WHAT IS BEING ASKED: Print out all of the data below, keeping it identical to the original.

*** DATA BLOCK ***

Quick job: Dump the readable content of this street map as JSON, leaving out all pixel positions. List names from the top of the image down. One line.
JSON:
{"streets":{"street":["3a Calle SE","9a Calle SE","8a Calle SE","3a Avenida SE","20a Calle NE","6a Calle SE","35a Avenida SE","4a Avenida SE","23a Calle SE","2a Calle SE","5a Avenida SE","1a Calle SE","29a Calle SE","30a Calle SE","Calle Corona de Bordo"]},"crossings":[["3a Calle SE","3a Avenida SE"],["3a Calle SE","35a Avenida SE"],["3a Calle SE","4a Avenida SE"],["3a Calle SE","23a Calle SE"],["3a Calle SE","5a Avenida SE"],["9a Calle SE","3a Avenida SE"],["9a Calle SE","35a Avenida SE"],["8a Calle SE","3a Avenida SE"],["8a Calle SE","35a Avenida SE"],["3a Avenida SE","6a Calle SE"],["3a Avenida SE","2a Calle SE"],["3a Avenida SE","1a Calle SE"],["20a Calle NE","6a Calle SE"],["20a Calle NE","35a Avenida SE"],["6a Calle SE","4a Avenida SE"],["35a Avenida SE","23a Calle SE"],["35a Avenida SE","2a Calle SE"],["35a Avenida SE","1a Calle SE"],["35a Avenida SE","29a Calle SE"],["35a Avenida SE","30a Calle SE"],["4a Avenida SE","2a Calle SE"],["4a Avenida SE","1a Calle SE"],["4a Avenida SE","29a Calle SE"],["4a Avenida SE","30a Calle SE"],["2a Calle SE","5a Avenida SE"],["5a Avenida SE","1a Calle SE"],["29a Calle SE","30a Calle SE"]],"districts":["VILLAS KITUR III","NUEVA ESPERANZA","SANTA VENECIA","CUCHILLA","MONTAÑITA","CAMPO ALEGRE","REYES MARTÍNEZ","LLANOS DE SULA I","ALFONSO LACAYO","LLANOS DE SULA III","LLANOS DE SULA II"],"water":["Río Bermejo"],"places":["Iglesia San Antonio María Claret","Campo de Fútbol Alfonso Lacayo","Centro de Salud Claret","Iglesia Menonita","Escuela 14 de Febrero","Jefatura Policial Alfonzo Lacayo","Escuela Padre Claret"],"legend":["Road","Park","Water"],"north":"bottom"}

*** End of DATA BLOCK ***

OUTPUT:
Quick job: Dump the readable content of this street map as JSON, leaving out all pixel positions. List names from the top of the image down. One line.
JSON:
{"streets":{"street":["3a Calle SE","9a Calle SE","8a Calle SE","3a Avenida SE","20a Calle NE","6a Calle SE","35a Avenida SE","4a Avenida SE","23a Calle SE","2a Calle SE","5a Avenida SE","1a Calle SE","29a Calle SE","30a Calle SE","Calle Corona de Bordo"]},"crossings":[["3a Calle SE","3a Avenida SE"],["3a Calle SE","35a Avenida SE"],["3a Calle SE","4a Avenida SE"],["3a Calle SE","23a Calle SE"],["3a Calle SE","5a Avenida SE"],["9a Calle SE","3a Avenida SE"],["9a Calle SE","35a Avenida SE"],["8a Calle SE","3a Avenida SE"],["8a Calle SE","35a Avenida SE"],["3a Avenida SE","6a Calle SE"],["3a Avenida SE","2a Calle SE"],["3a Avenida SE","1a Calle SE"],["20a Calle NE","6a Calle SE"],["20a Calle NE","35a Avenida SE"],["6a Calle SE","4a Avenida SE"],["35a Avenida SE","23a Calle SE"],["35a Avenida SE","2a Calle SE"],["35a Avenida SE","1a Calle SE"],["35a Avenida SE","29a Calle SE"],["35a Avenida SE","30a Calle SE"],["4a Avenida SE","2a Calle SE"],["4a Avenida SE","1a Calle SE"],["4a Avenida SE","29a Calle SE"],["4a Avenida SE","30a Calle SE"],["2a Calle SE","5a Avenida SE"],["5a Avenida SE","1a Calle SE"],["29a Calle SE","30a Calle SE"]],"districts":["VILLAS KITUR III","NUEVA ESPERANZA","SANTA VENECIA","CUCHILLA","MONTAÑITA","CAMPO ALEGRE","REYES MARTÍNEZ","LLANOS DE SULA I","ALFONSO LACAYO","LLANOS DE SULA III","LLANOS DE SULA II"],"water":["Río Bermejo"],"places":["Iglesia San Antonio María Claret","Campo de Fútbol Alfonso Lacayo","Centro de Salud Claret","Iglesia Menonita","Escuela 14 de Febrero","Jefatura Policial Alfonzo Lacayo","Escuela Padre Claret"],"legend":["Road","Park","Water"],"north":"bottom"}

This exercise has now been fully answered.